CONCLUSIONS DE L'AVOCAT GÉNÉRAL
SIR GORDON SLYNN
présentées le 16 octobre 1986 ( *1 )
Monsieur le Président,
Messieurs les Juges,
Le « pétillant de raisins », un jus de raisins partiellement fermenté, est vendu en France dans une bouteille dont la forme ressemble, bien qu'à notre avis elle ne soit pas identique, à celle des bouteilles généralement utilisées pour le champagne. La bouteille est munie d'un bouchon fongiforme revêtu d'une capsule métallique et maintenu par une attache.
Un commerçant a cherché à importer cette boisson avec ce type de bouteille et de bouchon en République fédérale d'Allemagne. Il lui a été signalé qu'il ne pouvait le faire, étant donné que l'article 52, alinéa 3, point 2, du Weingesetz (loi sur les vins) de 1971 dans sa version modifiée interdit la vente en Allemagne de produits importés non conformes à cette loi ou à ses règlements d'application. L'un de ceux-ci est la Schaumwein-Branntwein-Verordnung de 1971 (règlement sur les vins mousseux et les eaux-de-vie), dont l'article 10, alinéa 2, dispose que les bouteilles et bouchons de type champenois ne peuvent être utilisés que pour des vins mousseux et certains vins fabriqués à partir d'autres fruits que le raisin, ou à partir de rhubarbe, de malt ou de miel (voir l'article 10, alinéa 1, de la loi sur les vins de 1930 et l'article 75, alinéa 4, de la loi sur les vins de 1971).
Cette affaire a été soumise à la Commission, bien que le commerçant en question se soit aperçu, après avoir formulé sa plainte, que même s'il était autorisé à importer le « pétillant de raisins » dans ce type de bouteille, ce produit serait taxé au même taux que le vin mousseux, ce qui serait prohibitif, et qu'il ait par conséquent retiré sa plainte.

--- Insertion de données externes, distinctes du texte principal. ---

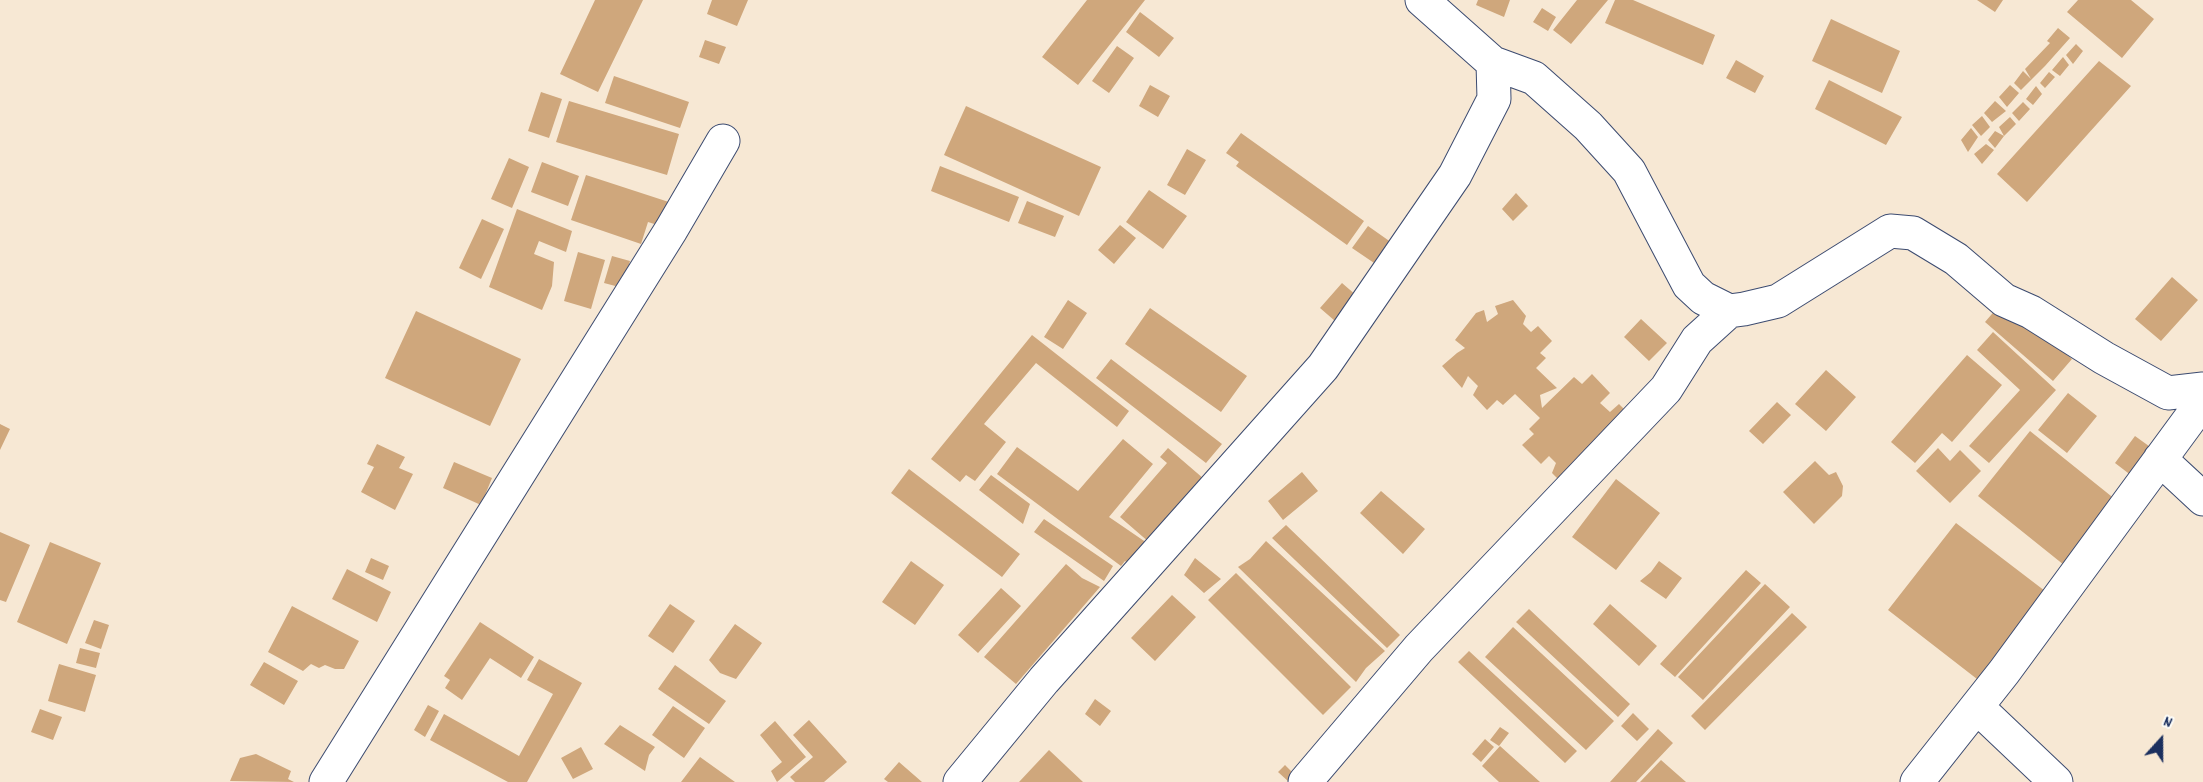 <!DOCTYPE html>
<style>
body{margin:0}
#map{position:relative;width:2203px;height:782px;overflow:hidden;background:#f7e8d4;font-family:Dekko,sans-serif}
canvas{display:block}
.north{position:absolute;left:2131px;top:710px;width:60px;height:60px;-webkit-text-stroke:4px #fdfcf7;paint-order:stroke;rotate:21deg;font-size:16px;font-weight:700;line-height:24px;text-align:center;color:#1b2f5e}
.north::after{content:'';display:block;margin:auto;width:21px;height:27px;background:#1b2f5e;clip-path:polygon(50% 0,100% 100%,50% 72%,0 100%)}
</style>
<div id="map">
<canvas width="2203" height="782"></canvas>
<div class="north">N</div>
</div>
<script>
const ctx = document.querySelector('canvas').getContext('2d');
ctx.lineJoin = 'round';
function paint(path, color) {
  ctx.fillStyle = color;
  ctx.fill(path, 'evenodd');
}
function toPath(rows) {
  const path = new Path2D();
  for (const r of rows) {
    path.moveTo(r[0], r[1]);
    for (let i = 2; i < r.length; i += 2) path.lineTo(r[i], r[i + 1]);
  }
  return path;
}
function trace(path, color, width, dash) {
  ctx.strokeStyle = color;
  ctx.lineWidth = width;
  ctx.lineCap = dash ? 'butt' : 'round';
  ctx.setLineDash(dash || []);
  ctx.stroke(path);
}
const building = toPath([
 [595,0,643,0,598,92,560,74],
 [712,0,748,0,737,26,707,14],
 [1087,0,1145,0,1078,85,1042,57],
 [1478,0,1510,0,1504,17,1476,5],
 [1577,0,1608,0,1571,44,1553,30],
 [1615,0,1633,0,1715,35,1703,65,1605,23],
 [1977,0,2003,0,1995,12],
 [2078,0,2131,0,2154,19,2122,58,2067,12],
 [1542,8,1556,17,1548,31,1533,22],
 [1140,12,1174,38,1159,57,1126,32],
 [1831,19,1900,51,1882,93,1812,61],
 [2058,28,2070,38,2045,66,2021,90,2014,83,2023,71,2031,79,2025,69,2050,43,2047,41],
 [705,40,726,47,719,64,699,57],
 [2076,44,2083,51,2073,64,2066,55],
 [1117,46,1134,58,1109,93,1092,81],
 [2063,57,2069,65,2060,76,2052,70],
 [1736,60,1764,76,1755,93,1726,78],
 [2099,61,2131,86,2027,202,1997,174],
 [2049,72,2055,77,2045,88,2040,83],
 [614,76,689,102,680,128,605,103],
 [1829,80,1902,117,1886,145,1815,109],
 [1150,85,1170,96,1158,117,1139,106],
 [2010,85,2019,93,2007,107,1999,97],
 [2036,86,2042,94,2033,105,2026,99],
 [541,92,562,99,549,138,528,131],
 [569,101,679,134,667,175,556,142],
 [1995,101,2006,111,1992,122,1984,113],
 [2023,102,2030,109,2019,121,2012,113],
 [966,106,1101,167,1079,216,944,155],
 [1982,116,1990,127,1981,136,1972,125],
 [2010,117,2016,124,2004,136,1999,127],
 [1971,128,1978,137,1968,152,1961,140],
 [1995,131,2004,136,1995,148,1988,140],
 [1241,133,1364,221,1347,245,1236,166,1239,162,1226,153],
 [1986,144,1994,150,1982,164,1974,154],
 [1187,149,1206,160,1185,195,1167,185],
 [509,158,529,167,512,208,491,199],
 [542,162,579,176,568,206,531,192],
 [940,166,1019,197,1009,222,931,191],
 [586,175,678,205,670,229,648,222,641,244,571,220],
 [1149,190,1187,216,1163,249,1126,222],
 [1516,193,1528,206,1513,221,1502,209],
 [1027,201,1064,216,1055,237,1018,223],
 [517,209,572,231,566,252,539,241,534,254,554,262,552,286,542,310,489,287],
 [482,219,504,229,481,279,459,268],
 [1120,225,1136,238,1114,264,1098,250],
 [1368,226,1395,245,1380,267,1352,248],
 [578,252,605,260,591,309,564,301],
 [612,256,630,261,623,288,604,283],
 [2172,277,2198,300,2161,341,2135,319],
 [1342,283,1357,296,1335,321,1320,308],
 [1068,300,1087,313,1063,349,1044,337],
 [1513,300,1526,316,1523,324,1531,332,1538,326,1552,341,1540,353,1546,358,1536,368,1557,388,1540,395,1542,408,1574,377,1582,384,1592,374,1610,393,1600,403,1610,412,1619,404,1632,417,1565,486,1552,473,1556,463,1549,456,1541,464,1522,445,1534,434,1529,429,1540,418,1515,394,1503,405,1497,400,1487,410,1473,395,1478,386,1468,376,1462,388,1442,366,1457,353,1465,348,1455,340,1476,313,1484,310,1487,322,1498,314,1495,306],
 [2004,300,2072,359,2053,381,1985,322],
 [1150,308,1247,376,1221,412,1125,344],
 [416,311,521,359,490,426,385,378],
 [1641,319,1667,343,1649,361,1624,337],
 [1993,332,2056,390,1989,463,1969,446,2020,390,1977,350],
 [1032,335,1129,411,1117,427,1036,363,984,424,1006,442,975,481,966,475,960,482,931,459],
 [1967,355,2002,385,1952,442,1942,433,1915,463,1891,442],
 [1111,359,1222,444,1206,463,1096,378],
 [1826,370,1856,397,1826,431,1795,404],
 [2068,393,2097,416,2067,453,2038,430],
 [1777,402,1791,415,1763,444,1749,431],
 [0,424,10,429,0,450],
 [2030,431,2116,500,2064,565,1978,496],
 [2135,436,2153,449,2132,476,2115,463],
 [1123,439,1153,464,1109,517,1150,545,1133,567,1125,561,1121,566,997,474,1017,447,1078,491],
 [377,444,405,457,399,468,413,474,395,510,361,492,374,467,367,464],
 [1168,448,1204,479,1150,543,1120,517,1167,463,1160,457],
 [1938,448,1950,461,1960,450,1981,471,1950,503,1916,471],
 [1815,461,1829,475,1836,472,1843,486,1842,496,1814,524,1783,492],
 [454,462,492,478,481,505,443,488],
 [909,469,1020,554,1002,577,891,493],
 [1302,472,1318,491,1283,520,1268,501],
 [991,475,1030,504,1023,524,979,490],
 [1616,479,1660,513,1616,570,1572,537],
 [1381,491,1425,529,1403,554,1360,513],
 [1044,519,1113,566,1104,581,1034,532],
 [1956,523,2045,591,1977,679,1888,610],
 [1286,525,1400,635,1387,648,1272,538],
 [0,532,30,545,6,602,0,600],
 [1266,541,1385,651,1366,668,1356,682,1238,567,1250,559],
 [50,542,101,563,67,644,17,622],
 [371,558,389,566,383,580,365,572],
 [1195,558,1221,579,1204,593,1184,575],
 [911,561,944,585,915,625,882,602],
 [1659,561,1682,578,1666,599,1640,581,1651,572],
 [1066,564,1082,578,1100,587,1016,684,984,657],
 [347,569,391,592,377,622,332,599],
 [1746,570,1761,583,1675,677,1660,664],
 [1236,573,1351,687,1323,715,1208,600],
 [1765,584,1790,607,1703,700,1678,677],
 [1001,588,1021,606,978,653,958,635],
 [1172,595,1196,617,1155,661,1131,638],
 [670,604,695,621,673,653,648,636],
 [1610,604,1657,646,1639,666,1593,624],
 [292,606,359,641,344,669,335,669,325,665,319,668,311,664,303,671,268,652],
 [1529,609,1630,704,1618,717,1516,622],
 [1792,613,1807,627,1705,730,1691,716],
 [94,620,109,625,101,649,85,643],
 [480,622,534,657,521,678,490,658,462,700,445,688,450,680,444,676],
 [735,624,762,643,736,679,720,673,709,660],
 [1513,627,1614,721,1586,750,1485,657],
 [80,648,100,653,96,668,76,663],
 [1469,651,1577,751,1565,763,1458,662],
 [539,659,582,683,527,782,508,782,430,740,444,714,519,756,553,694,527,680],
 [264,662,298,681,284,705,250,685],
 [59,664,96,675,85,712,48,701],
 [675,665,726,701,709,724,658,689],
 [1095,699,1111,711,1100,726,1085,714],
 [428,705,439,711,425,737,414,730],
 [673,706,705,728,684,758,652,735],
 [40,709,62,717,53,740,31,732],
 [1633,713,1649,729,1637,741,1621,726],
 [809,720,847,762,824,782,795,782,790,777,813,757,793,735],
 [775,721,806,757,777,782,771,771,782,762,760,735],
 [620,725,655,747,649,755,645,771,604,744],
 [1500,727,1509,733,1499,746,1490,740],
 [1658,729,1673,743,1636,782,1610,782],
 [1485,739,1494,747,1481,762,1472,754],
 [1500,746,1540,782,1499,782,1482,766],
 [581,747,593,769,573,779,561,758],
 [1049,750,1083,782,1019,782],
 [256,754,291,771,288,779,294,782,230,781,240,758],
 [700,757,735,782,681,782],
 [1661,760,1686,782,1640,782],
 [899,762,922,782,888,782,884,779],
 [1285,765,1300,780,1298,782,1289,782,1278,772]
]);
const minor = toPath([
 [1493,63,1534,78,1588,126,1629,171,1689,285,1703,298,1729,311],
 [2160,459,2203,499],
 [1977,707,2056,782],
 [326,782,671,230,723,141],
 [960,782,1044,680,1323,367,1455,175,1494,99,1493,63,1422,0],
 [1305,782,1419,648,1666,389,1697,340,1729,311,1744,309,1778,301,1890,231,1913,233,1956,259,2004,300,2031,312,2104,358,2168,393,2203,389],
 [1917,782,2004,672,2203,401]
]);
paint(building, '#cfa77c');
trace(minor, '#3c4b70', 35);
trace(minor, '#fff', 33);
</script>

La Commission considère toutefois, et c'est ce qu'elle demande à la Cour de constater en l'espèce, que la République fédérale d'Allemagne n'a pas satisfait aux obligations résultant pour elle de l'article 30 du traité CEE, dans la mesure où les dispositions combinées de l'article 52, alinéa 3, point 2, du Weingesetz de 1971 et de l'article 10, alinéa 2, du règlement d'application visé interdisent la commercialisation en République fédérale d'Allemagne de boissons telles que le « pétillant de raisins » sous la présentation couramment utilisée pour leur fabrication et leur mise en vente dans leur pays d'origine.
Le fait que la plainte ait été retirée et que le commerçant ne souhaite plus importer le produit en question n'affecte en rien le droit qu'a la Commission de poursuivre cette procédure. Celle-ci se limite, toutefois, à la question de savoir si la loi et le règlement allemands que nous avons mentionnés sont incompatibles avec l'article 30; elle ne vise pas les effets de la taxation du produit au même taux que le vin mousseux.

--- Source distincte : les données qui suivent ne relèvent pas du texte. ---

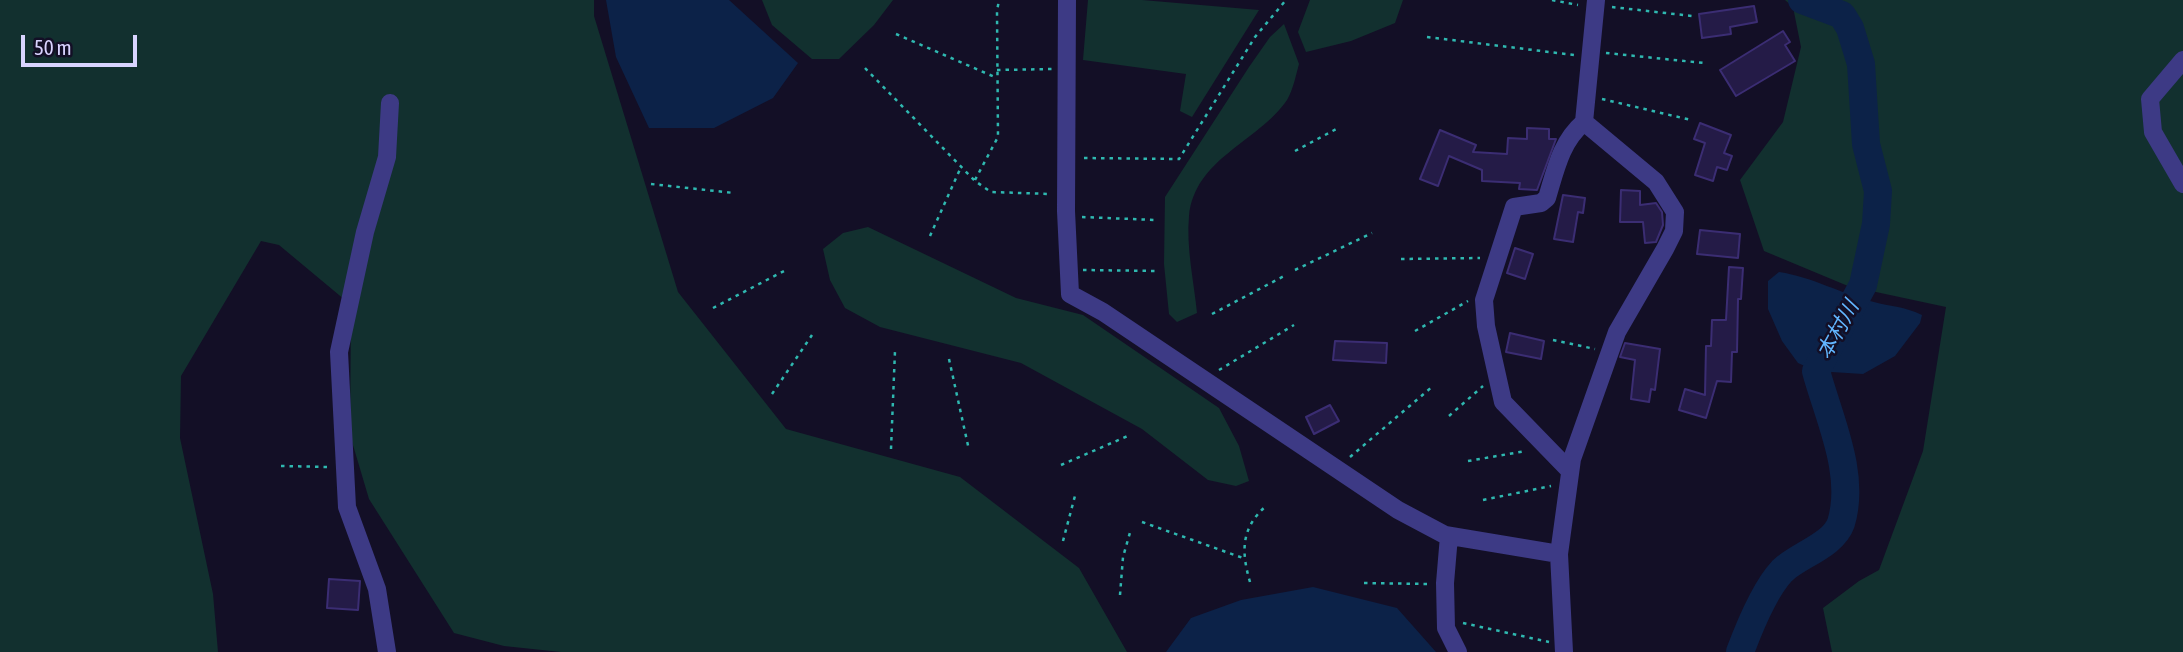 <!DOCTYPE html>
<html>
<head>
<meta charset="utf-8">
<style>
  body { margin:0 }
  #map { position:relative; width:2183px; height:652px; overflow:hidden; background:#130f26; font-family:"Asap Condensed",sans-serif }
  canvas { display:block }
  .scale { position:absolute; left:21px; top:35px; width:116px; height:32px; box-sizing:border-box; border:4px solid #d9d4ff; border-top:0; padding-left:9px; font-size:21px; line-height:24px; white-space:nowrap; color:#d9d4ff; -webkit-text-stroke:5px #130f26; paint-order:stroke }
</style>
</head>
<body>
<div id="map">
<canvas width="2183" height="652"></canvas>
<div class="scale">50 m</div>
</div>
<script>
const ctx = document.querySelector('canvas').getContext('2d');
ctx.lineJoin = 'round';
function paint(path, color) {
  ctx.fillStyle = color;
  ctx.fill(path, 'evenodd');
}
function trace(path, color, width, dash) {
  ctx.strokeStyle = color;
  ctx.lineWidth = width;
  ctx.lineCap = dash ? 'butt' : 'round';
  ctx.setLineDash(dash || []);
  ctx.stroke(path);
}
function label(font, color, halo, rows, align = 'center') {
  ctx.font = font + ' "Asap Condensed","Noto Sans JP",sans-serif';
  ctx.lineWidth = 5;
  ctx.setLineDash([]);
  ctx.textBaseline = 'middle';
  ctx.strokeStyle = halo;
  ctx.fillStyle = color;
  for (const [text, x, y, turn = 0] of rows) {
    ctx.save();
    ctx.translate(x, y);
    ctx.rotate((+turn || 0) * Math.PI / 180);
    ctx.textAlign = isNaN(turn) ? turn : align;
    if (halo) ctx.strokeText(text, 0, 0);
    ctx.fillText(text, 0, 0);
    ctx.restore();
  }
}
paint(new Path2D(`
  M0,0H594V16L678,292L786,429L960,477L1079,568L1127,652H561L504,646L454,633L369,499L350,435L351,305L279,245L261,241L181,376L180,438L213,594L218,652H0Z
  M762,0H893L874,25L839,59H812L772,25Z
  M1088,0H1142L1259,10L1192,117L1180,111L1186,74L1083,60Z
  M1310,0H1403L1395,23L1351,41L1306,52L1298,32Z
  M1785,0H2183V652H1832L1823,608L1859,581L1879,570L1923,451L1946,307L1848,286L1764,251L1740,180L1783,122L1801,47L1793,7Z
  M1284,24L1299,64C1296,75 1293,90 1287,100C1257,143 1195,158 1189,216C1186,247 1194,283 1197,313L1177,322L1169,314L1164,264L1165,197L1249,67L1270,37Z
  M868,227L1016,298L1083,315L1219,408L1239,446L1249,481L1236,486L1208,480L1142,429L1021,363L880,327L845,308L830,280L823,249L843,233Z`), '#12302f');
paint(new Path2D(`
  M606,0H729L798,63L773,98L714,128H649L616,57Z
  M1779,272C1813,277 1841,294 1874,302C1893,307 1903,306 1922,315L1920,323L1895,356L1863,374L1816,371L1798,363L1782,341L1768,309V281Z
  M1313,587L1397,608L1436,652H1166L1191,618L1241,600Z`), '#0c2248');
trace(new Path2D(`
  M1740,652C1749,628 1765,589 1782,571C1798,555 1833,546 1841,523C1856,474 1829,419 1816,371L1863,285L1876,224L1878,191L1866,144L1861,64L1850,28L1842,15L1802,0`), '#0c2248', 28);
const building = new Path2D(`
  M1754,6L1757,22L1730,27L1731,34L1702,38L1699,14Z
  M1783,31L1790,42L1785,45L1795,61L1736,96L1720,70Z
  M1700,123L1731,135L1724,153L1732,156L1727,170L1717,167L1713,181L1695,175L1705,143L1694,139Z
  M1527,128L1549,129V139H1556L1537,190L1519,189L1520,183L1482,181V170L1449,156L1438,186L1420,179L1440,130L1476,145L1473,152L1507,154L1508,138L1527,139Z
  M1621,190L1640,191V205L1656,203L1662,212L1663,225L1656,242L1645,243L1643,222H1620Z
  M1563,195L1585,198L1583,213L1578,212L1573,242L1554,239Z
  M1700,230L1740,234L1738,258L1697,254Z
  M1515,248L1533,254L1525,279L1507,273Z
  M1729,267L1743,268L1741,299H1738L1737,352H1732L1731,382L1717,381L1706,418L1679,410L1685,389L1705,395L1706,346H1711L1712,320H1726Z
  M1510,333L1544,341L1541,359L1506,352Z
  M1335,341L1387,343L1386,363L1333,360Z
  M1625,343L1660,349L1655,390L1651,389L1649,402L1631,399L1635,360L1620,357Z
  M1330,405L1339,421L1314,434L1306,417Z
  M329,579L360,581L358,610L327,608Z`);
paint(building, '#241b47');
trace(building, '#3b2d73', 2);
trace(new Path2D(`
  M1552,0L1578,5
  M1612,7L1692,16
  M896,34L997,78
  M1427,37L1574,55
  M1606,53L1704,63
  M865,68L975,181L991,192L1050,194
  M997,70L1052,69
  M1602,99L1691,120
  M1295,151L1340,127
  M1084,158L1179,159L1255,37L1286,0
  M975,180L998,137L997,11L999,0
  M651,184L734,193
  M1082,217L1156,220
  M930,236L961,167
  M1401,259L1480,258
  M1083,270L1157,271
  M1295,270L1372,233
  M713,308L784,271
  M1212,314L1286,275
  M1415,331L1468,301
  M1553,340L1595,349
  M949,359L969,450
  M1219,370L1294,325
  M772,394L812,335
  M1449,416L1483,386
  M891,449L895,351
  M1350,457L1433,386
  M1468,461L1526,451
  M1061,465L1130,435
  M281,466L329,467
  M1483,500L1551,486
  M1142,522L1243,558
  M1063,541L1076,492
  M1250,582C1241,551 1241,528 1266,506
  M1364,583L1428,584
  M1120,595L1123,557L1131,529
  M1463,623L1549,642`), '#2fb8b0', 2.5, [3.5, 5]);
trace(new Path2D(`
  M1067,0L1066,211L1070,294L1103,312L1398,510L1445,535L1559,554
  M2183,60L2150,99L2153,132L2183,184
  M1570,471L1503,402L1486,326L1484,300L1514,207L1541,203L1547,198C1556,168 1561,142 1584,122
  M1449,536L1445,583L1446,628L1458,652
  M387,652L377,589L347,507L339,352L365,232L387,157L390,103
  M1564,652L1559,554L1572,459L1617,332L1665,249L1674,231L1675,212L1656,182L1584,122L1596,0`), '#3d3a85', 18);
label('italic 21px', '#62b6ff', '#130f26', [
  ["本村川",1838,330,-61]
]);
</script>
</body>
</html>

Les parties sont d'accord pour reconnaître que la loi et le règlement allemands interdisent l'importation de « pétillant de raisins » avec ce type de bouteille et de bouchon et qu'ils interdisent également la vente des produits nationaux similaires présentés sous cette forme. L'interdiction ne vise donc pas uniquement les importations vers la République fédérale d'Allemagne.
A notre avis, il est également admis, en fin de compte, que le « pétillant de raisins » relève de la position 22.04 du tarif douanier commun et qu'il est soumis, par conséquent, aux dispositions correspondantes des règlements (CEE) n° 337/79 portant organisation du marché vitivinicole (JO 1979, L 54, p. 1) et (CEE) n° 355/79 établissant les règles générales pour la désignation et la présentation des vins et des moûts de raisins (JO 1979, L 54, p. 99), mais qu'il n'est pas un vin mousseux au sens du règlement (CEE) n° 358/79 relatif aux vins mousseux produits dans la Communauté (JO 1979, L 54, p. 130) ou du règlement (CEE) n° 3309/85 du Conseil sur la désignation et la présentation des vins mousseux (JO 1985, L 320, p. 9).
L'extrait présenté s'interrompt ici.